Diversification Opportunities for ARDAGH METAL and Sixt SE
-0.59 | Correlation Coefficient |
Excellent diversification
The 3 months correlation between ARDAGH and Sixt is -0.59. Overlapping area represents the amount of risk that can be diversified away by holding ARDAGH METAL PACDL 0001 and Sixt SE in the same portfolio, assuming nothing else is changed. The correlation between historical prices or returns on Sixt SE and ARDAGH METAL is a relative statistical measure of the degree to which these equity instruments tend to move together. The correlation coefficient measures the extent to which returns on ARDAGH METAL PACDL 0001 are associated (or correlated) with Sixt SE. Values of the correlation coefficient range from -1 to +1, where. The correlation of zero (0) is possible when the price movement of Sixt SE has no effect on the direction of ARDAGH METAL i.e., ARDAGH METAL and Sixt SE go up and down completely randomly.
Pair Corralation between ARDAGH METAL and Sixt SE
Assuming the 90 days horizon ARDAGH METAL PACDL 0001 is expected to under-perform the Sixt SE. In addition to that, ARDAGH METAL is 2.68 times more volatile than Sixt SE. It trades about -0.01 of its total potential returns per unit of risk. Sixt SE is currently generating about 0.06 per unit of volatility. If you would invest 5,600 in Sixt SE on December 20, 2024 and sell it today you would earn a total of 290.00 from holding Sixt SE or generate 5.18% return on investment over 90 days.

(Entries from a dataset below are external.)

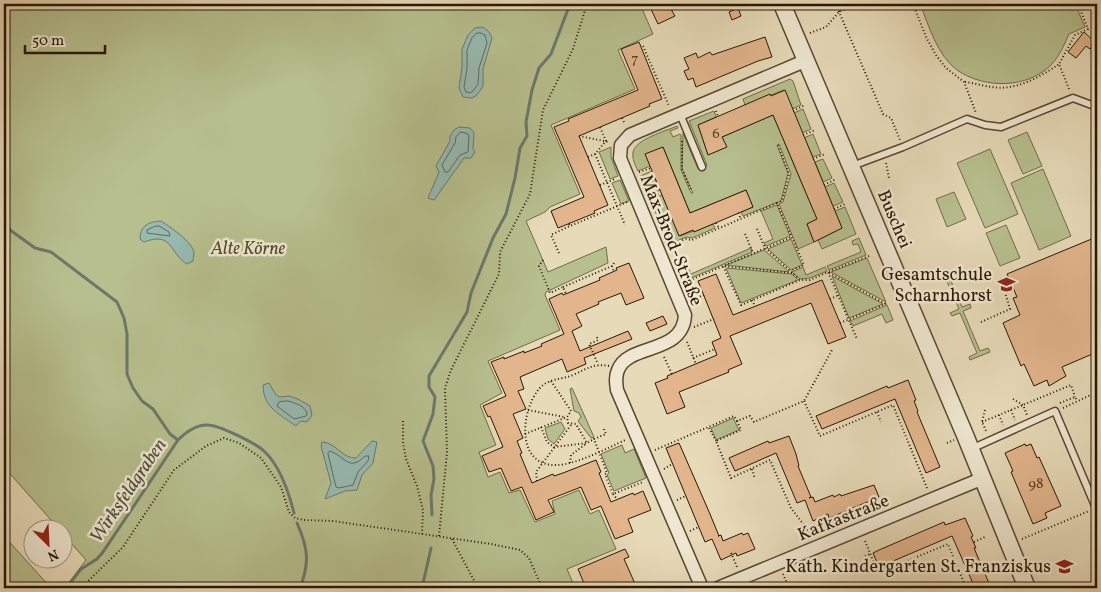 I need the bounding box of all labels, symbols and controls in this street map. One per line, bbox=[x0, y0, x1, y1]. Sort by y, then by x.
scale bar bbox=[25, 22, 105, 54]
text: 50 m bbox=[32, 31, 64, 52]
house number: 7 bbox=[631, 49, 639, 70]
house number: 6 bbox=[712, 124, 720, 145]
street label: Max-Brod-Straße bbox=[633, 171, 708, 310]
street label: Buschei bbox=[870, 186, 917, 253]
park label: Alte Körne bbox=[210, 237, 285, 262]
place label: Gesamtschule Scharnhorst bbox=[881, 263, 992, 309]
school or university icon: Gesamtschule Scharnhorst bbox=[996, 274, 1016, 294]
water label: Wirksfeldgraben bbox=[84, 434, 173, 549]
house number: 98 bbox=[1028, 474, 1044, 495]
street label: Kafkastraße bbox=[794, 489, 893, 548]
north arrow bbox=[22, 520, 72, 570]
text: N bbox=[44, 544, 61, 565]
place label: Kath. Kindergarten St. Franziskus bbox=[785, 555, 1051, 580]
school or university icon: Kath. Kindergarten St. Franziskus bbox=[1055, 556, 1075, 576] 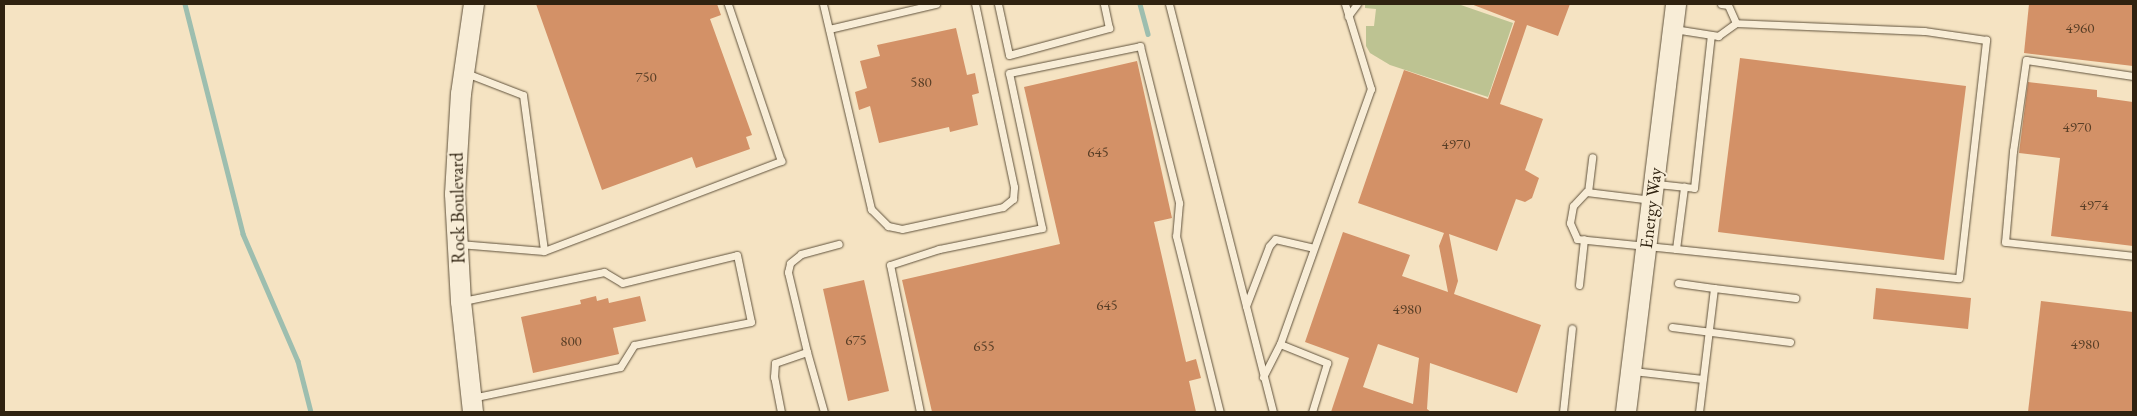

Time Period | 3 Months [change] |
Direction | Moves Against |
Strength | Very Weak |
Accuracy | 100.0% |
Values | Daily Returns |
ARDAGH METAL PACDL 0001 vs. Sixt SE
Performance |
Timeline |
ARDAGH METAL PACDL |
Sixt SE |
ARDAGH METAL and Sixt SE Volatility Contrast
Predicted Return Density |
Returns |
Pair Trading with ARDAGH METAL and Sixt SE
The main advantage of trading using opposite ARDAGH METAL and Sixt SE positions is that it hedges away some unsystematic risk. Because of two separate transactions, even if ARDAGH METAL position performs unexpectedly, Sixt SE can make up some of the losses. Pair trading also minimizes risk from directional movements in the market. For example, if an entire industry or sector drops because of unexpected headlines, the short position in Sixt SE will offset losses from the drop in Sixt SE's long position.ARDAGH METAL vs. REVO INSURANCE SPA | ARDAGH METAL vs. Zijin Mining Group | ARDAGH METAL vs. CORNISH METALS INC | ARDAGH METAL vs. QBE Insurance Group |
Sixt SE vs. Nufarm Limited | Sixt SE vs. Hitachi Construction Machinery | Sixt SE vs. Suntory Beverage Food | Sixt SE vs. ALEFARM BREWING DK 05 |
Check out your portfolio center.Note that this page's information should be used as a complementary analysis to find the right mix of equity instruments to add to your existing portfolios or create a brand new portfolio. You can also try the Portfolio Anywhere module to track or share privately all of your investments from the convenience of any device.